Six Sigma Approach to Increase the Quality of a Drug Safety Contact Center

Venkatraman Kumar

12.22.2014

Drug Safety (or) Pharmacovigilance is the pharmacological science relating to the collection, detection,

assessment, monitoring, and prevention of adverse effects with pharmaceutical products. As such,

pharmacovigilance heavily focuses on adverse drug reactions, or ADRs, which are defined as any

response to a drug which is noxious and unintended, including lack of efficacy. Ultimately,

pharmacovigilance is concerned with identifying the hazards associated with pharmaceutical products

and with minimizing the risk of any harm that may come to patients.

An Adverse event (AE) is any undesirable experience associated with the use of a medical product in a

patient. Adverse Event reporting is a sine qua non for any pharmaceutical company that markets its

drug. It involves the receipt, triage, data entering, assessment, distribution, reporting (if appropriate),

and archiving of AE data and documentation. Most of the pharmaceutical companies outsource their

Adverse Event monitoring to a third party drug safety center.

A Drug Safety Contact Center is a place where a reporter reports any Adverse Event or Product

Complaint associated with the consumption of a particular drug through a mail or a call. The reporter

himself can be the consumer or he can call on behalf of a consumer. For an AE case to be valid, it must

be ensured that there is an identifiable patient, an identifiable reporter, a suspect drug, and an adverse

event.

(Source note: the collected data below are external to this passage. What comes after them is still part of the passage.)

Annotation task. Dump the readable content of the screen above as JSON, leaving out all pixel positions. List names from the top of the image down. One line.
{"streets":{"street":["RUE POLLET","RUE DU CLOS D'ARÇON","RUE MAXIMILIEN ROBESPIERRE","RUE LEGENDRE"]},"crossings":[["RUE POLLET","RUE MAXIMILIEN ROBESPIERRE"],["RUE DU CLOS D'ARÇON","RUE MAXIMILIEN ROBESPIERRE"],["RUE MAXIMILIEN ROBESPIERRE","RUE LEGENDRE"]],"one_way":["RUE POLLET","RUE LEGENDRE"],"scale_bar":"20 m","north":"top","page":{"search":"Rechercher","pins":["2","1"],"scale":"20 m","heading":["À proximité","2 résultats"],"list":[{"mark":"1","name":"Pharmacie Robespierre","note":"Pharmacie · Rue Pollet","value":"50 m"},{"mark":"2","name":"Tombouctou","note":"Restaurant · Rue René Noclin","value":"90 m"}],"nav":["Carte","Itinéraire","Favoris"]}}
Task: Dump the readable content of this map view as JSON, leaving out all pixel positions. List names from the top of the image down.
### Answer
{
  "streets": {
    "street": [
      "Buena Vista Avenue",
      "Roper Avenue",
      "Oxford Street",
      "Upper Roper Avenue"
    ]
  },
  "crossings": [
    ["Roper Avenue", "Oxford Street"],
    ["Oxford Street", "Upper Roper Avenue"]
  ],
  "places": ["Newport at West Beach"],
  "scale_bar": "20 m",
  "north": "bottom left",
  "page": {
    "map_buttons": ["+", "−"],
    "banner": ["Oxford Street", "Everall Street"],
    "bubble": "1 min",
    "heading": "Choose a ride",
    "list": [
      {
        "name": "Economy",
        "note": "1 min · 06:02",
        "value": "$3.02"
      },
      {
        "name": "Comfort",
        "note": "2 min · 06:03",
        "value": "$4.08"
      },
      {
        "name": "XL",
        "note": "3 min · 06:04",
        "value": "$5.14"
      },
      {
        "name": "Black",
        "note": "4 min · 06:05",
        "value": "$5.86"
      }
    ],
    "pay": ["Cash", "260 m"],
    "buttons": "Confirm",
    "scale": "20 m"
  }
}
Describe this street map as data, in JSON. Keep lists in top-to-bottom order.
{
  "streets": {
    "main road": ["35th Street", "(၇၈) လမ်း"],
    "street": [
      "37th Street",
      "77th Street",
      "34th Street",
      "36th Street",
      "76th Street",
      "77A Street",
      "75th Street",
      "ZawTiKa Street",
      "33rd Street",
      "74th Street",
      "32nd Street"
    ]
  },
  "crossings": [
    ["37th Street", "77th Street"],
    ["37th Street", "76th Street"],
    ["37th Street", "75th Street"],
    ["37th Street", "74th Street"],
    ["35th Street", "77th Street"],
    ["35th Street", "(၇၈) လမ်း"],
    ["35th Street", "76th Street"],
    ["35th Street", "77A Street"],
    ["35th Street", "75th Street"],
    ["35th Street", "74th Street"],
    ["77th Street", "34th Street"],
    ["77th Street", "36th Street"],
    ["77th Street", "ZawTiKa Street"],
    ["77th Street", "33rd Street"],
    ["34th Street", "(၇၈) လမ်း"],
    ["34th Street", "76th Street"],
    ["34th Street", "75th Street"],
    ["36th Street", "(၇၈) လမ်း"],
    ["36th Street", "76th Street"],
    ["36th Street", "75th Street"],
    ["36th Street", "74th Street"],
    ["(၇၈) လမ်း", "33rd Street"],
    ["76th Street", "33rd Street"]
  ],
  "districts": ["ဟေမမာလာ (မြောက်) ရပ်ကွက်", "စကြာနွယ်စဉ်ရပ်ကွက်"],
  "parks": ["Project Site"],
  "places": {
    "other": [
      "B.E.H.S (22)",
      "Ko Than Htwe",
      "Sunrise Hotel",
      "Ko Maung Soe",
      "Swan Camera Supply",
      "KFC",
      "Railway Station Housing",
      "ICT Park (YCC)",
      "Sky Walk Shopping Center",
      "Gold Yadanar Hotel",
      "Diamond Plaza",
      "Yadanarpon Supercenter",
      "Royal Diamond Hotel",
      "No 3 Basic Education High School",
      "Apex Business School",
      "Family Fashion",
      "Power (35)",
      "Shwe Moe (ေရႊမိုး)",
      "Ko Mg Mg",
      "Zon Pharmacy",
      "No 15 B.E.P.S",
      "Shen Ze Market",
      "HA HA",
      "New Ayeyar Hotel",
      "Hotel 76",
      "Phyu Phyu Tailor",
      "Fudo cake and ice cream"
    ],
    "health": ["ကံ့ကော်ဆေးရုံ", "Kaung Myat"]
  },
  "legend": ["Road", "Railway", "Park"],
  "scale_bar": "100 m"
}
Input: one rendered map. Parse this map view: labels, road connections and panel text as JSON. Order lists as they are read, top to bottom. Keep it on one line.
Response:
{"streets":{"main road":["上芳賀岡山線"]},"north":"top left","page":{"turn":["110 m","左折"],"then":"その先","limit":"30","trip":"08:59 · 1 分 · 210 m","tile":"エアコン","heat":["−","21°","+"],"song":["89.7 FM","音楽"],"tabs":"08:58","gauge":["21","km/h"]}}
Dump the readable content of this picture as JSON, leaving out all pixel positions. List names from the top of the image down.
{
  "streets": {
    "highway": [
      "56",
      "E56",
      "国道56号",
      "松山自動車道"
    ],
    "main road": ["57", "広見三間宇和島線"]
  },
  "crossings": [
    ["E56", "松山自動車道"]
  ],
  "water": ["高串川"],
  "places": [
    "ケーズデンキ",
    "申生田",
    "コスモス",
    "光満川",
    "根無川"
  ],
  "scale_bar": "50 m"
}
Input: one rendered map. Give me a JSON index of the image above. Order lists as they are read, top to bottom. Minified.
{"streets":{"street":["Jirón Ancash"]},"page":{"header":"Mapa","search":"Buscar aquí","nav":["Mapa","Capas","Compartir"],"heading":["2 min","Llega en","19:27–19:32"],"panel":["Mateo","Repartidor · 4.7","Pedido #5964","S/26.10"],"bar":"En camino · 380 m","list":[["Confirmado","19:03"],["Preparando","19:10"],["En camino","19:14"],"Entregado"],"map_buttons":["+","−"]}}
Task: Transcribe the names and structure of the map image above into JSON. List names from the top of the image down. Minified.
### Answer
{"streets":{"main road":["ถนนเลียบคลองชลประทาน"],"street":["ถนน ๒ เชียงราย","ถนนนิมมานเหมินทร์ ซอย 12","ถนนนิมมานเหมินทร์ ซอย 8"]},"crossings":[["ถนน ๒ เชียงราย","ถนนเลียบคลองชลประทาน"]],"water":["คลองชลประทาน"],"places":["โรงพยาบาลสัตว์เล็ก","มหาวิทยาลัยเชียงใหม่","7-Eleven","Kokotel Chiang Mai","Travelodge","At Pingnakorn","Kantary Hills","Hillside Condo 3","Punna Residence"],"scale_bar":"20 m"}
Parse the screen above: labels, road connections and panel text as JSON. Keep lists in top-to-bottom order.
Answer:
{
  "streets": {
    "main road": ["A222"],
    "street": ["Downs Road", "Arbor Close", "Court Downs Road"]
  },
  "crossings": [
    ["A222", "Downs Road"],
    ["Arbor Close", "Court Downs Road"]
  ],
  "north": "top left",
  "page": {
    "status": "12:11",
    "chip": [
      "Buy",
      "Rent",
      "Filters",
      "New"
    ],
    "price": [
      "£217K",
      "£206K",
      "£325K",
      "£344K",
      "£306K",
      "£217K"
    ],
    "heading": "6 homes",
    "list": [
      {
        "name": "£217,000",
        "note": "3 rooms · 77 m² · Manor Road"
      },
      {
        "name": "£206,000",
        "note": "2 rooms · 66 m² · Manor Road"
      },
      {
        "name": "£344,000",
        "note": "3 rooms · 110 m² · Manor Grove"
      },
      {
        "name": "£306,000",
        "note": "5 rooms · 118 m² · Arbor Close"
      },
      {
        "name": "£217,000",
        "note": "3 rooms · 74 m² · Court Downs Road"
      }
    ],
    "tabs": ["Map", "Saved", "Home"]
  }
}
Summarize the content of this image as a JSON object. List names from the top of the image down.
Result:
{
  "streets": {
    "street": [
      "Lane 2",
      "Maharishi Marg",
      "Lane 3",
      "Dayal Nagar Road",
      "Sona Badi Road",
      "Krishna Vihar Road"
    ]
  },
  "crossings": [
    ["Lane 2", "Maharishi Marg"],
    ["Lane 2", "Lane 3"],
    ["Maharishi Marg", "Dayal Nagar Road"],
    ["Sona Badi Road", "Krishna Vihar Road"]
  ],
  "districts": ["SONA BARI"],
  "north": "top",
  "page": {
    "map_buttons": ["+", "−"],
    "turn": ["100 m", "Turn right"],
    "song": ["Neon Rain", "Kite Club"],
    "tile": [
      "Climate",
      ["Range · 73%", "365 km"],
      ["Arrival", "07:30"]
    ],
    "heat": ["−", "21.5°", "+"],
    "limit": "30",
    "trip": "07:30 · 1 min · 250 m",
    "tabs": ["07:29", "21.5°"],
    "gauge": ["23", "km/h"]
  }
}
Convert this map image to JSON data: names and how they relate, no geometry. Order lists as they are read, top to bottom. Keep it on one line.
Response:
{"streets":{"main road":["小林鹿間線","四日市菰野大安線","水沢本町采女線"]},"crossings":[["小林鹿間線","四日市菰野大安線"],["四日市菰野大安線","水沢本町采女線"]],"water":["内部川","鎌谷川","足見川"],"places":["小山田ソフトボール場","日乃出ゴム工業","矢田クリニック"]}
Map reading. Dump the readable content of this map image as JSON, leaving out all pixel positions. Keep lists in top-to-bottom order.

In this white paper we will discuss the impact of Six Sigma methodology in improving the call

handling quality of a third party drug safety contact center.

One of the leading US based pharmaceutical company has outsourced its Adverse Event Response

System to a Drug Safety Contact Center (DSCC) with an expectation of 97% accuracy in the Adverse

Event cases triaged through the call handlers & entered in the database. The DSCC was operating from

Asia and was unable to meet its client’s quality expectation owing to which there were regulatory

compliance issues. The DSCC thus wanted its Process Excellence team to drive a quality improvement

initiative using Six Sigma Methodology.

Six Sigma stands for a measure of customer quality - and it stands for a philosophy of giving customers

what they want each and every time (zero defects, or as close as you can get). It is also a methodology

that can be used to change processes and company culture to enable companies to deliver Six Sigma

quality.

Six Sigma is a quality methodology that uses the best from existing Total Quality Management together

with Statistical Process Control and Measurement, and strong Customer Focus, and therefore impacts on

three key areas: the process, the processor, and the customer. Successful implementation requires

Strategy Management and Cultural Change across the entire process.

The DMAIC model of Six Sigma is a systematic method for analyzing & improving existing business

processes. It is an integral part of a Six Sigma initiative, but in general can be implemented as a

standalone quality improvement procedure or as part of other process improvement initiatives.

It consists of five phases:- Define the problem, improvement activity, opportunity for improvement, the

project goals, and customer (internal and external) requirements, Measure the process performance,

Analyze the process to determine root causes of variation and poor performance (defects), Improve

process performance by addressing and eliminating the root causes & Control the improved process and

future process.

The Six Sigma team prepared a project charter which provides an overview of the project and serves as an agreement between management and the Six Sigma team regarding the expected project outcome. The team then studied & mapped the current state of the Drug Safety Contact Center.

Call Received by the Health Care

Professional

Documentation of the Call if an

Adverse Event is reported

Quality Review for the

documented Adverse Event

Case

FIGURE A

A high-level process mapping for the existing process was made as shown in Figure A. The next step was to define the measurement system. Any attribute in the deliverable sent to the customer, which does not meet the customer’s requirements, or which is not as per the Customer’s Standards was defined as a defect. For the purpose of calculating DPMO (Defects per Million Opportunities), the opportunity, which is a product or process characteristic that adds or deducts value from the product, was defined, based on the opportunity definition by the client.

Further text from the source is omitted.